» TASK OBJECTIVE
Each record is to be copied exactly as written.

---- MATERIAL FOR THE TASK

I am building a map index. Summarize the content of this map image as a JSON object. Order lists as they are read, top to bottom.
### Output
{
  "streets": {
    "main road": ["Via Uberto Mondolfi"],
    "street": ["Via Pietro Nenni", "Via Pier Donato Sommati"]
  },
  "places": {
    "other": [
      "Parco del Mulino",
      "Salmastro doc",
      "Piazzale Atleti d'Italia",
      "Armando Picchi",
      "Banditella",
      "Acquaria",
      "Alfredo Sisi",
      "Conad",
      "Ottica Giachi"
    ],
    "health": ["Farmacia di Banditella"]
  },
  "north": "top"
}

--------

» EXERCISE RESULT
I am building a map index. Summarize the content of this map image as a JSON object. Order lists as they are read, top to bottom.
### Output
{
  "streets": {
    "main road": ["Via Uberto Mondolfi"],
    "street": ["Via Pietro Nenni", "Via Pier Donato Sommati"]
  },
  "places": {
    "other": [
      "Parco del Mulino",
      "Salmastro doc",
      "Piazzale Atleti d'Italia",
      "Armando Picchi",
      "Banditella",
      "Acquaria",
      "Alfredo Sisi",
      "Conad",
      "Ottica Giachi"
    ],
    "health": ["Farmacia di Banditella"]
  },
  "north": "top"
}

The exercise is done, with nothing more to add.